= Adamastor Ocean =

Precambrian "proto-Atlantic" ocean in the Southern Hemisphere

The Adamastor Ocean was a "proto-Atlantic" ocean that formed with the break-up of the Rodinia supercontinent c. 780–750 Ma. It separated the Río de la Plata Craton from the Congo Craton. The inversion of the Adamastor Ocean began about 640 Ma with the development of a large back-arc basin along the western margin of the Kalahari Craton, and the ocean closed when Río de la Plata collided with Kalahari about 545 Ma along the sinistral Sierra Ballena Shear Zone. The São Francisco Craton and the Río de la Plata Craton amalgamated 630–620 Ma, closing the Adamastor Ocean on the South American side and forming the Mantiqueira Mountains around 600 Ma.

In 2020 a group of geologists proposed an alternative model for the Adamastor Ocean in which it is reduced to an intracontinental rift system with only some minor oceanic crust developing in its southern part.

== Etymology ==
South African geologist Chris Hartnady named the Precambrian ocean after the mythical giant Adamastor from Luís de Camões's poem Os Lusíadas which celebrates Vasco da Gama's discovery of the sea route to India. Hartnady thought it an appropriate name since the demigod was transformed into stone and personified the Cape of Storms and since Atlas and Iapetus are associated with the oceans of the northern Atlantic, the North Atlantic Ocean and the Iapetus Ocean respectively.

== Geological history ==
The Adamastor Ocean was narrow in the north, perhaps similar to the Red Sea, but widened southward. Carbon isotope analyses indicate that the ocean water was strongly stratified and thus that it must have been a closed ocean, similar to the Mediterranean, but probably covered by ice during the Sturtian and Marinoan glaciations.

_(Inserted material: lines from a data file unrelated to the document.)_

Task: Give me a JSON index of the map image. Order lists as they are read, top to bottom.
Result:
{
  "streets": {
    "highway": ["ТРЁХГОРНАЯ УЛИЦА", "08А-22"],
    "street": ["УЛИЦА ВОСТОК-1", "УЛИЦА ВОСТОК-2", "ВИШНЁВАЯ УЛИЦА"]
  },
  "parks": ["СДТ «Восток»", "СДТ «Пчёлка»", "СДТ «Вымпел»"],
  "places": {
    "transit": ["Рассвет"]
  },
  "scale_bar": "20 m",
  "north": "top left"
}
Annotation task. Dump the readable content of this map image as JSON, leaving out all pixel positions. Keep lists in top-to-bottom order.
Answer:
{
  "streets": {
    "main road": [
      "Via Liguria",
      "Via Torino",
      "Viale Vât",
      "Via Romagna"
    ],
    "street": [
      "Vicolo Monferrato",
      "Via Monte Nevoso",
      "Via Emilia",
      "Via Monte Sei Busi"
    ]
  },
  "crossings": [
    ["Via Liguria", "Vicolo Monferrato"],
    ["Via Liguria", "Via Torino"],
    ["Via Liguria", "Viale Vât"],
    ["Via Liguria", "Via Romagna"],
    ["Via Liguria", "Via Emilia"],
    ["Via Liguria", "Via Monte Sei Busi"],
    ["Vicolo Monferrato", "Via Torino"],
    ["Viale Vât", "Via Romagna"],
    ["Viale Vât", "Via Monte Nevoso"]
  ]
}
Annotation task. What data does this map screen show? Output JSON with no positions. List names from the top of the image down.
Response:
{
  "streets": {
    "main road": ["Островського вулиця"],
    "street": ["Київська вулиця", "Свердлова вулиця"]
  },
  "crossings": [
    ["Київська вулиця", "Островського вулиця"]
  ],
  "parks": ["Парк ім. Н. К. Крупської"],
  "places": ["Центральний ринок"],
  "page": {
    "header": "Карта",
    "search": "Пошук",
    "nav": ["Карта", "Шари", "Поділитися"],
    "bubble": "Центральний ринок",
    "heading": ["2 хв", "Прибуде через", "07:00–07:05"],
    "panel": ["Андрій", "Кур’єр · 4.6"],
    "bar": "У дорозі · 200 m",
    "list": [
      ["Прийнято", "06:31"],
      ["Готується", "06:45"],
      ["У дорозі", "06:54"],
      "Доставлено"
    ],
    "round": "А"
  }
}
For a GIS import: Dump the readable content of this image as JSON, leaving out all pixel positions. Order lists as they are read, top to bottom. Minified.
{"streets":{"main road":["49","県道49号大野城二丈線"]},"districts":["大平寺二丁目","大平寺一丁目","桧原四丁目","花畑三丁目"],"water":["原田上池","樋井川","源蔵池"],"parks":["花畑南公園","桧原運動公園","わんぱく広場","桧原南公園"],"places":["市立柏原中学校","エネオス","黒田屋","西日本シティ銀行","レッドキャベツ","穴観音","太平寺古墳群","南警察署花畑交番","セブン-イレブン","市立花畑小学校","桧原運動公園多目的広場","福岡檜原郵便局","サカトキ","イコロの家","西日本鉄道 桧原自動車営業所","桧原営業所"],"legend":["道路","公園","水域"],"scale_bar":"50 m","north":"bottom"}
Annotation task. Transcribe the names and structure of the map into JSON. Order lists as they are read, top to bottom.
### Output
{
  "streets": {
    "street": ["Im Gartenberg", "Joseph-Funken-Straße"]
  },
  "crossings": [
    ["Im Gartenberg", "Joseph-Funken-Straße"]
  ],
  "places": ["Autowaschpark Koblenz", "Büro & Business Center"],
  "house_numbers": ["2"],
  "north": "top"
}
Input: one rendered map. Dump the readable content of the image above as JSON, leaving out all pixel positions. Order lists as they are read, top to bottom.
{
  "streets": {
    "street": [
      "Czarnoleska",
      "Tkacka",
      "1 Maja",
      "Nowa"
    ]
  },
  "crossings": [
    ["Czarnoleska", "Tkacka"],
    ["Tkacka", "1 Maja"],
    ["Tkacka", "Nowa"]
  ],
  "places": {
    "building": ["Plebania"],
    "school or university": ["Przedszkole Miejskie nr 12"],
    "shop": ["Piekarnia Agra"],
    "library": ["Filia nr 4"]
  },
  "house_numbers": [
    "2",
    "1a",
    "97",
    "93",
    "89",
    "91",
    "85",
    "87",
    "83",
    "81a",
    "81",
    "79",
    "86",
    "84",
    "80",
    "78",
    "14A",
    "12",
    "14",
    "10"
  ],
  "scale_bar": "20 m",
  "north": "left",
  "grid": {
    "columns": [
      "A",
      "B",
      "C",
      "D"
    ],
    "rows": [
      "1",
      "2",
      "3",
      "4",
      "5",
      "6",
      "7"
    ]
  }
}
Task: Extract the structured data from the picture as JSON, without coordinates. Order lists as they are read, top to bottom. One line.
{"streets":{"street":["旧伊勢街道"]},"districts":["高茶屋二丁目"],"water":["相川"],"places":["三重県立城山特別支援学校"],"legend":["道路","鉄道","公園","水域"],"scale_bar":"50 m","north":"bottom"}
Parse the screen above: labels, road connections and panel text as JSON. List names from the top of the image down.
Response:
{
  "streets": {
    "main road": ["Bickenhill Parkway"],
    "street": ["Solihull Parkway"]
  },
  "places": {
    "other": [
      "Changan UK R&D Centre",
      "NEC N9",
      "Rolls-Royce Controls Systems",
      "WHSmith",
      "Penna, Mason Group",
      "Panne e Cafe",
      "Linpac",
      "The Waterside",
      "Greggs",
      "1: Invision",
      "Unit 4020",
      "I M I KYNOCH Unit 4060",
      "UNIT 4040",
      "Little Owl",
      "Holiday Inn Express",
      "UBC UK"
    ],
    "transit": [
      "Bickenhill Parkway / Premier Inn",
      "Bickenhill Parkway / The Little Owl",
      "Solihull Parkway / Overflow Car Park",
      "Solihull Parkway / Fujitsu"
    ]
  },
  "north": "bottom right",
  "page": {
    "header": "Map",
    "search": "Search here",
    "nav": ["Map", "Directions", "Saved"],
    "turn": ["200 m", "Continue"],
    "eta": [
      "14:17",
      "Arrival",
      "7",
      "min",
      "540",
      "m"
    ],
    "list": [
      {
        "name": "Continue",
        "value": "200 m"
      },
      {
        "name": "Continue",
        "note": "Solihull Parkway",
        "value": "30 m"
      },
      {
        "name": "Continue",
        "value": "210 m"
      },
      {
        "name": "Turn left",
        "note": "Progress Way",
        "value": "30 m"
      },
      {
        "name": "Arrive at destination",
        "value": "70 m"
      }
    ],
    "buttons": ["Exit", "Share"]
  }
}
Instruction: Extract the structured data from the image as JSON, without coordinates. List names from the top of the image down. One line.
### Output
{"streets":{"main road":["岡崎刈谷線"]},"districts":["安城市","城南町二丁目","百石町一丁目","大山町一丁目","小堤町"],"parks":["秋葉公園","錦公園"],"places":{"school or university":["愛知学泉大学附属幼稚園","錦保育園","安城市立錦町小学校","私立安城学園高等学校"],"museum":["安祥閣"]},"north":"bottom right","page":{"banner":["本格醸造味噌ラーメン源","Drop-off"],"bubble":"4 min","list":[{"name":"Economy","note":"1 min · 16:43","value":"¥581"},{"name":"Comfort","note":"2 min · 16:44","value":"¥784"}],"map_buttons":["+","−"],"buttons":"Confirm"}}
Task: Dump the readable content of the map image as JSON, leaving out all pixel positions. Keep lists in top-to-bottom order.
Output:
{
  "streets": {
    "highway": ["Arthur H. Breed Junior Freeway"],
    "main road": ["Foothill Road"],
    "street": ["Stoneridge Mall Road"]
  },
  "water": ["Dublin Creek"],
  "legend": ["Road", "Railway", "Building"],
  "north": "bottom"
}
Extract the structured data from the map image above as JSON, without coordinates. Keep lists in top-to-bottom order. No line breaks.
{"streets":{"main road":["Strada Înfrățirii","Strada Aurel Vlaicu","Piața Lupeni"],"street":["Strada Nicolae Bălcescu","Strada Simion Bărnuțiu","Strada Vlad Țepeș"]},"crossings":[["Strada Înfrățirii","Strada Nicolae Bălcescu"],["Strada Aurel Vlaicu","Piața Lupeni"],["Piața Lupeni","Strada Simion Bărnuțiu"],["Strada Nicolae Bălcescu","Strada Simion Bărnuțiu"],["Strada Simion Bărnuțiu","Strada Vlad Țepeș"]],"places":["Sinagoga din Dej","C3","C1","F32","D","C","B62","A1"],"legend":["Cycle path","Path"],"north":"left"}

Ocean floor adjacent to the Marmora Terrane (near the Orange River in South Africa) formed c. 740–580 Ma, dates that represent the first rifting and the first accretion respectively. The Adamastor Ocean closed in three episodes: the Río de la Plata Craton first collided with the Congo Craton, which then collided with the Kalahari Craton, which finally collided with Río de la Plata.